This blog entry accompanies the launch of the first ever Benchmark on Renewable Energy and Human Rights. It was originally published by the Business & Human Rights Information Centre.
By Rosa Peña Lizarazo and Astrid Puentes Riaño
The climate crisis, in the words of Michelle Bachelet, the UN High Commissioner for Human Rights, is the greatest current threat to human rights, and one that requires urgent political decisions and collective action.
One such decision concerns progress in the energy transition, that is, the shift from the use of energy derived from fossil fuels to the use of energy that is renewable and less emission-intensive. By reducing greenhouse gas emissions, this transition would help to address the climate crisis and improve air quality.
In Mexico, this transition has motivated multi-sector debates and requires a participatory, inclusive, and transparent dialogue with a human rights approach and a territorial perspective. There are four main challenges to this:
1. The socioeconomic context
Mexico has some of the highest levels of inequality on the planet, with ten of the country’s richest people holding wealth the equivalent to 50% of its poorest. Understanding this context is key to adapting energy transition policies that meet international climate obligations without creating more inequity.

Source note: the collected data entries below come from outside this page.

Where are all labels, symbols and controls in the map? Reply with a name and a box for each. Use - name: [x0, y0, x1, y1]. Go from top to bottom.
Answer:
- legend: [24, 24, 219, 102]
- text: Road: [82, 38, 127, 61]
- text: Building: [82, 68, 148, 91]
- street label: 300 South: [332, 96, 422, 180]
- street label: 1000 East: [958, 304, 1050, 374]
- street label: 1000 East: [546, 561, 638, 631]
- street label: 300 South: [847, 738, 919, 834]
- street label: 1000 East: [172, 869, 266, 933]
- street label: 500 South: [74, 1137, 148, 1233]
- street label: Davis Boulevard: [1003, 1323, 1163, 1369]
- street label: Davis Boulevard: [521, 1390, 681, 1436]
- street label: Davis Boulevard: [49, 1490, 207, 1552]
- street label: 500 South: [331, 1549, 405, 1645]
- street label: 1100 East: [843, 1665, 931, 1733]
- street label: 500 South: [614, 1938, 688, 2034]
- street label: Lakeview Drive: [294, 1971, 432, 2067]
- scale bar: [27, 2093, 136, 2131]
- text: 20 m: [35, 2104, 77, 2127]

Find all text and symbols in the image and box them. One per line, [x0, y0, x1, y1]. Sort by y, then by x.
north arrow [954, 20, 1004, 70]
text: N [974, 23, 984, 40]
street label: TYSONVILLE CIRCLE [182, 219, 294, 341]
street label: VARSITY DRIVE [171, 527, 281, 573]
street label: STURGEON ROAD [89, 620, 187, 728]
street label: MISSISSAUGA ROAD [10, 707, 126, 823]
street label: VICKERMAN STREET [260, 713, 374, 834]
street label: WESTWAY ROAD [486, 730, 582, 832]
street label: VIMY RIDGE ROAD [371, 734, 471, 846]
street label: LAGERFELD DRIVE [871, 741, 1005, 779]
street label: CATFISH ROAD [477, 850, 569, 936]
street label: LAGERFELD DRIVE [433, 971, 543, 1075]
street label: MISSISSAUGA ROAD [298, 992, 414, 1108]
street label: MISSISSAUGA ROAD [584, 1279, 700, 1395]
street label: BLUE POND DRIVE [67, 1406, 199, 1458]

It is also essential to learn from the past. The 2013 energy reform set in motion a model for the massive implementation of renewable energy projects, both large-scale and private. This made it impossible to overcome the wide gaps in exclusion for socio-economic and territorial reasons.
2. Energy consensus
Another challenge is achieving regulatory and social consensus on what clean and renewable energy is and what the goal should be in its implementation. Despite the proposals of some environmental organizations, the Mexican Government accepted vague and more convenient definitions to fulfill its climate commitments. It defined clean energies as those that do not generate polluting emissions during their production, ignoring whether they can generate other negative impacts on the environment.
3. Respect and protection of human rights
The generation of energy from fossil fuels has violated human rights, provoking scenarios of exclusion and serious implications for Mexico’s indigenous and rural communities.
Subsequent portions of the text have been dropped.